Administrative duties include establishing relationships,
education, development of a chain of command,
plan and train for emergencies, address
equipment and supply issues (as needed to provide
adequate medical coverage), provide for event coverage,
and assess environments concerns and playing
conditions.
Standard definitions of negligence generally apply.
The physician is held to what the reasonable, prudent
man would do. As guidelines become more
established, these may become the basis for duties
and responsibilities of the team physician.

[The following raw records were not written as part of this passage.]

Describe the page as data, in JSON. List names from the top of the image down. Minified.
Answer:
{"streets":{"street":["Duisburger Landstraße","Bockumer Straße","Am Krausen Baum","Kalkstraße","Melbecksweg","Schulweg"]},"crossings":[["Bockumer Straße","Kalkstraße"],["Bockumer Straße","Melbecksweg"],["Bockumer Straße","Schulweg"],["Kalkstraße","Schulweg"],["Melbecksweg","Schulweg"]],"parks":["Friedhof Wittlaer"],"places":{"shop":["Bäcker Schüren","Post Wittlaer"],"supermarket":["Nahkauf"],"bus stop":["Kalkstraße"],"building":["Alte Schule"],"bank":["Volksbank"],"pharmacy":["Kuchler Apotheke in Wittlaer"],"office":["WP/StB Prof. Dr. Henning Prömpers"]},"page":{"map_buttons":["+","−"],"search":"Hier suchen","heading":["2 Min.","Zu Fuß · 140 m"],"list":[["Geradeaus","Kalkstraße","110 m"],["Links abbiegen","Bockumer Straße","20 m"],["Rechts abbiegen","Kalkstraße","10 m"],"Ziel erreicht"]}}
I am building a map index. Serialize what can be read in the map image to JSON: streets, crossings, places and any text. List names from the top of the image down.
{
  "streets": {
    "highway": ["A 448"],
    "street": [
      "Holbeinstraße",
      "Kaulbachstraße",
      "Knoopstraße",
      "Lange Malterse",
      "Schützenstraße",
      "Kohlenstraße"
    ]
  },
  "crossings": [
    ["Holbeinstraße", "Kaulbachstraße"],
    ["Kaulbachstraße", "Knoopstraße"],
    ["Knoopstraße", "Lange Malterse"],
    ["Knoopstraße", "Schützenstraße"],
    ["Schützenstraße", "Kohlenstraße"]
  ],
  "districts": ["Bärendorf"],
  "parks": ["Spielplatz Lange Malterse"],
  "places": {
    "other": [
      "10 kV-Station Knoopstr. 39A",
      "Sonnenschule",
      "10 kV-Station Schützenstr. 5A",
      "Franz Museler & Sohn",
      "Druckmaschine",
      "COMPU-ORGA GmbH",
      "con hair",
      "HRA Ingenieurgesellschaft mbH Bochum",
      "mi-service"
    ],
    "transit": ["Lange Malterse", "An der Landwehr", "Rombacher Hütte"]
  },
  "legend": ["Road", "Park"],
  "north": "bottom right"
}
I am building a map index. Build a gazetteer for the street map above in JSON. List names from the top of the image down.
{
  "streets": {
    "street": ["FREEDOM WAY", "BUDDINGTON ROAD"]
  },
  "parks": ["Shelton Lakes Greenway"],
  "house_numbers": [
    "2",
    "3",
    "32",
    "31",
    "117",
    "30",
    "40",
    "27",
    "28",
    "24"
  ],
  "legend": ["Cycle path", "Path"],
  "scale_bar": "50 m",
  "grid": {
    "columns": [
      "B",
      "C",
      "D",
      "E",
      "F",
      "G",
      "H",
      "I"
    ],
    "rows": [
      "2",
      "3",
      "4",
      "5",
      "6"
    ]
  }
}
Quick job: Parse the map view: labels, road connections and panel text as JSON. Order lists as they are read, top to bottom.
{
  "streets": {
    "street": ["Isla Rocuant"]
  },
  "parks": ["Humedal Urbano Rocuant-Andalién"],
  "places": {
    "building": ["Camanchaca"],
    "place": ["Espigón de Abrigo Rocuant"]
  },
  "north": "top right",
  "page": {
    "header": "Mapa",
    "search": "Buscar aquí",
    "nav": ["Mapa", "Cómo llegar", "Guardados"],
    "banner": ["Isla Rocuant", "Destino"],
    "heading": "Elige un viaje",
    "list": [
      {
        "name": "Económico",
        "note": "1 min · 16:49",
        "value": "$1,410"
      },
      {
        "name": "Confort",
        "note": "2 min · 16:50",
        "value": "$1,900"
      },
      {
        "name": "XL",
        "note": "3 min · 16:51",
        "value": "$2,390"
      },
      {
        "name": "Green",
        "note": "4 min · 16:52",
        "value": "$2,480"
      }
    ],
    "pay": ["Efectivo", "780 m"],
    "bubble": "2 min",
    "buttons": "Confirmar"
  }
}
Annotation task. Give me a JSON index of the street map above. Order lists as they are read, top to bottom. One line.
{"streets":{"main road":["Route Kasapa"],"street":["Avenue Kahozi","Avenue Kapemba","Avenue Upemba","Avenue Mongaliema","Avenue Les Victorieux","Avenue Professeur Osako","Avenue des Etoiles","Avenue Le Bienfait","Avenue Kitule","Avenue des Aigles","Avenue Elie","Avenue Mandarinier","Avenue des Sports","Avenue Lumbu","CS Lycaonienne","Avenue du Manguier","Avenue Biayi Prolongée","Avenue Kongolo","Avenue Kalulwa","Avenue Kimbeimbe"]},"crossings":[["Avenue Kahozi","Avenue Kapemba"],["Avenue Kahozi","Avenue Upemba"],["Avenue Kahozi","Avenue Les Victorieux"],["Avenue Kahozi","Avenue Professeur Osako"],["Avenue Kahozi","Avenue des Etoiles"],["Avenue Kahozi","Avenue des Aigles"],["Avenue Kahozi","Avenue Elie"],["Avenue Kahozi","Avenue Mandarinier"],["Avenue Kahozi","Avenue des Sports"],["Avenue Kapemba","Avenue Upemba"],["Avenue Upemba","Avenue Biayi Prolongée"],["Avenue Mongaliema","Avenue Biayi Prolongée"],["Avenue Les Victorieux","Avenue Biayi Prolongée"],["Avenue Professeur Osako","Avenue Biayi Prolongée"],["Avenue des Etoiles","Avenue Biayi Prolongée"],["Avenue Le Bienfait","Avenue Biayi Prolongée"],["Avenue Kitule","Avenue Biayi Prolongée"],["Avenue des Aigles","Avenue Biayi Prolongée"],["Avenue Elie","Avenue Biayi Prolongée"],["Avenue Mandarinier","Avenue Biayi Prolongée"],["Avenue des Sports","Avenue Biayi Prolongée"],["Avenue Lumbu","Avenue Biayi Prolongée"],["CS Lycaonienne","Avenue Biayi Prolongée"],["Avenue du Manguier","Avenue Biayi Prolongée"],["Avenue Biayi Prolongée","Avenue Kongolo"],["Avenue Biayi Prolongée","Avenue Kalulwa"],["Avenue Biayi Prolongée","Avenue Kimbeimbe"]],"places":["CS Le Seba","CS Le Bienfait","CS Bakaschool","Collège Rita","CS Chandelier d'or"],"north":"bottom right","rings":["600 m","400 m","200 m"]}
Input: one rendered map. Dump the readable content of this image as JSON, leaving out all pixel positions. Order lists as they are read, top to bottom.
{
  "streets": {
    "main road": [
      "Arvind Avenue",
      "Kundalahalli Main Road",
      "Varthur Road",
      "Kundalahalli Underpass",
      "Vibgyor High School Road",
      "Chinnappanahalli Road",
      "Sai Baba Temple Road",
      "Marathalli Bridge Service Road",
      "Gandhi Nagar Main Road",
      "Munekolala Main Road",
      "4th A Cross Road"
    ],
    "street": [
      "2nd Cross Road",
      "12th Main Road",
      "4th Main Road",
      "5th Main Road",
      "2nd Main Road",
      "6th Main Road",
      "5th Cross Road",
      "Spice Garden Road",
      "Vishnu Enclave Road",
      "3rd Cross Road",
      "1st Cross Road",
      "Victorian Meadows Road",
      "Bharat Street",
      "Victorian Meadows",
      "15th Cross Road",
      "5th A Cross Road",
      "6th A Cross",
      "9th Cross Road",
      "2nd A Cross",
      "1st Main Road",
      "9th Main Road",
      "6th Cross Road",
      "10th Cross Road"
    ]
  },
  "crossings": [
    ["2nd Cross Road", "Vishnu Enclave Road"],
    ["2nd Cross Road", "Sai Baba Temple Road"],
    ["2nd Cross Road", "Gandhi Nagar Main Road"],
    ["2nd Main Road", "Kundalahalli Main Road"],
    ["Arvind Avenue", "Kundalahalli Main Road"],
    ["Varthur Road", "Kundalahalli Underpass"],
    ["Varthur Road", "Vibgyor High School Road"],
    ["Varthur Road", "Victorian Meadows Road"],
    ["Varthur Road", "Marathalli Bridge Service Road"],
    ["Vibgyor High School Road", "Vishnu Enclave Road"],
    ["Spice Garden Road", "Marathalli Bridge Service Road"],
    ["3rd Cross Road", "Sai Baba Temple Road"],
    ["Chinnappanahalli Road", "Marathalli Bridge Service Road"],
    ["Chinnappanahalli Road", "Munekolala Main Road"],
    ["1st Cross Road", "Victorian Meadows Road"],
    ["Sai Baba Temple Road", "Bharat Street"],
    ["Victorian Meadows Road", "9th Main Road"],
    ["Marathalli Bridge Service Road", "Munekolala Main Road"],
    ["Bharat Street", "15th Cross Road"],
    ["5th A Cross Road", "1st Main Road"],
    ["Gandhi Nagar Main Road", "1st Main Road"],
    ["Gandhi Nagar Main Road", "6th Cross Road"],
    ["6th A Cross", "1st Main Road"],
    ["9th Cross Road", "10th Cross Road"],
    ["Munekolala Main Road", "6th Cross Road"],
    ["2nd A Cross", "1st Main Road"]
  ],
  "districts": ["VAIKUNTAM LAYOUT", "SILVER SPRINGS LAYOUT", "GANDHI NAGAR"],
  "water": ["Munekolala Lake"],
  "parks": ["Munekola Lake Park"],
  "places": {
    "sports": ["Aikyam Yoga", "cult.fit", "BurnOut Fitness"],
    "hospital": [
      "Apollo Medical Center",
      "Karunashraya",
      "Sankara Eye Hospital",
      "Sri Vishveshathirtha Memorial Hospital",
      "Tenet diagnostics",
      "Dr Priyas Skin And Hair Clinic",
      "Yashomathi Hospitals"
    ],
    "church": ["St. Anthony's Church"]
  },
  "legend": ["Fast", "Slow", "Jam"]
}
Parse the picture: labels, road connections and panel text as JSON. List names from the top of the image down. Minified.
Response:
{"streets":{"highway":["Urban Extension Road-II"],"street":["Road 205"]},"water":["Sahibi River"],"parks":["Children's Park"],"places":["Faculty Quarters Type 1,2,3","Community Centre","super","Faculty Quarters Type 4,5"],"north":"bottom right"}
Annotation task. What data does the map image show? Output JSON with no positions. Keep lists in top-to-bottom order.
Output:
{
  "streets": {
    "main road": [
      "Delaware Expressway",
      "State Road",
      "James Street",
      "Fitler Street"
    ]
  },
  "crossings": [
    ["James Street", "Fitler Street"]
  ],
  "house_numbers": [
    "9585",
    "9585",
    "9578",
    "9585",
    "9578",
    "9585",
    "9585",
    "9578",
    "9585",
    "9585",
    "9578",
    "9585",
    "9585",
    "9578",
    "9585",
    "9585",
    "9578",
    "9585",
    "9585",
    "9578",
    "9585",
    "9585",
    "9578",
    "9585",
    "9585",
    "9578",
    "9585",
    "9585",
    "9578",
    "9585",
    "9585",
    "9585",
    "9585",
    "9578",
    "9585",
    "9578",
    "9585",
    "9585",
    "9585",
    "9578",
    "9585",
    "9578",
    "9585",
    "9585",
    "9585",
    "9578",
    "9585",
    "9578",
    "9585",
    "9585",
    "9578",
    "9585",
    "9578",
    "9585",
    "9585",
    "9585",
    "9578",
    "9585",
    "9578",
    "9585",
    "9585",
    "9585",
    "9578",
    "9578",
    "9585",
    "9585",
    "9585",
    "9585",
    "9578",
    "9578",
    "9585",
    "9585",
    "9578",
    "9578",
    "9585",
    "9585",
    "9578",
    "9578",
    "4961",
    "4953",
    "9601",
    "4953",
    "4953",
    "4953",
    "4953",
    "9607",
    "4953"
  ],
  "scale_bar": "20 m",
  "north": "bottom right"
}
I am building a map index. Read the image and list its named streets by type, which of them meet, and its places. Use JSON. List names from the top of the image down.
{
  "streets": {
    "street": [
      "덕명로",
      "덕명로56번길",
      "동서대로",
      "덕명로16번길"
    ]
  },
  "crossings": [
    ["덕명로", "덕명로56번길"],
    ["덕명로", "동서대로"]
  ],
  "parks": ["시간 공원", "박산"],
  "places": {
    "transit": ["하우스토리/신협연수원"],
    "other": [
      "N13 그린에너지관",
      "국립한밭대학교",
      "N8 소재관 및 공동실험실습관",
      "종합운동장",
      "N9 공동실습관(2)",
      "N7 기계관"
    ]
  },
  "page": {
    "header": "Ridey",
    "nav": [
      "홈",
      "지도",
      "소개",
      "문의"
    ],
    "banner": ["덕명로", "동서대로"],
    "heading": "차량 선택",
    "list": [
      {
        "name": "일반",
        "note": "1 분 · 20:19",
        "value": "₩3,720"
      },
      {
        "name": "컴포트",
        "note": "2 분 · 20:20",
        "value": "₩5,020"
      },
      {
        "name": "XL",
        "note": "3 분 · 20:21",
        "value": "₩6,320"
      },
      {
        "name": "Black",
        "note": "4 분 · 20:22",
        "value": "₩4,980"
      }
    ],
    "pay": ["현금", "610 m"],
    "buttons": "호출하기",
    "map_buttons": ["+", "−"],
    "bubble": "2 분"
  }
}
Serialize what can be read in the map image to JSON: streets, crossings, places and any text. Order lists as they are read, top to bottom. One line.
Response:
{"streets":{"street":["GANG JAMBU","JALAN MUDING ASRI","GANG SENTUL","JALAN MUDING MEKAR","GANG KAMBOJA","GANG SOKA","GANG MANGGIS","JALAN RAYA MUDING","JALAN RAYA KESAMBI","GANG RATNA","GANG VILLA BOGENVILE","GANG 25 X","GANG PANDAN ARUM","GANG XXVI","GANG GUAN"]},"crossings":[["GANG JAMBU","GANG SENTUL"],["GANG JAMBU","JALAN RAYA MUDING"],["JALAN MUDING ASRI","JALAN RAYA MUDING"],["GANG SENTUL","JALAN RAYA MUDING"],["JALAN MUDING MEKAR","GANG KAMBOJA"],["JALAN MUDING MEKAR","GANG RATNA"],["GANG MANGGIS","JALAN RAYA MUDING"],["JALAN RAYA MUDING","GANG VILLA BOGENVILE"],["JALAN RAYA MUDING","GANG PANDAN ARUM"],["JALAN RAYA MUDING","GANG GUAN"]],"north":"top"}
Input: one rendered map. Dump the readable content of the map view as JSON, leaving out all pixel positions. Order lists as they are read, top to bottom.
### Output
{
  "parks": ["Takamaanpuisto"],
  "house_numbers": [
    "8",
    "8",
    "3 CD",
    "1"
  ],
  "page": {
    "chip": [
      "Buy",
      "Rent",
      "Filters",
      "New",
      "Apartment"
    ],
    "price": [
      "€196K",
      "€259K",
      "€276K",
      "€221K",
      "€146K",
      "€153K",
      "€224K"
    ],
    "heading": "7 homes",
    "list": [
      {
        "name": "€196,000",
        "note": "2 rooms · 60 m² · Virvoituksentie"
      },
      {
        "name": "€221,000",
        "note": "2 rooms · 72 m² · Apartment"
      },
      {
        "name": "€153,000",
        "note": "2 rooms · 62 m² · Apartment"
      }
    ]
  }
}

DEFINITIONS of terms in LEGAL ISSUES
Law: A body of rules or standards of action or conduct
ordained or established by some authority. The
law of a state is found in statutory and constitutional
enactments as interpreted by its courts and contemplates
both statutory and case law.
Lawful: Legal, permitted by the law. Not forbidden
by law, not illegal.
Contract: An agreement between two or more parties
which creates legally binding obligations to do or
not to do a particular thing. A valid contract must
involve competent parties, proper subject matter, consideration,
and mutuality of agreement and of obligation.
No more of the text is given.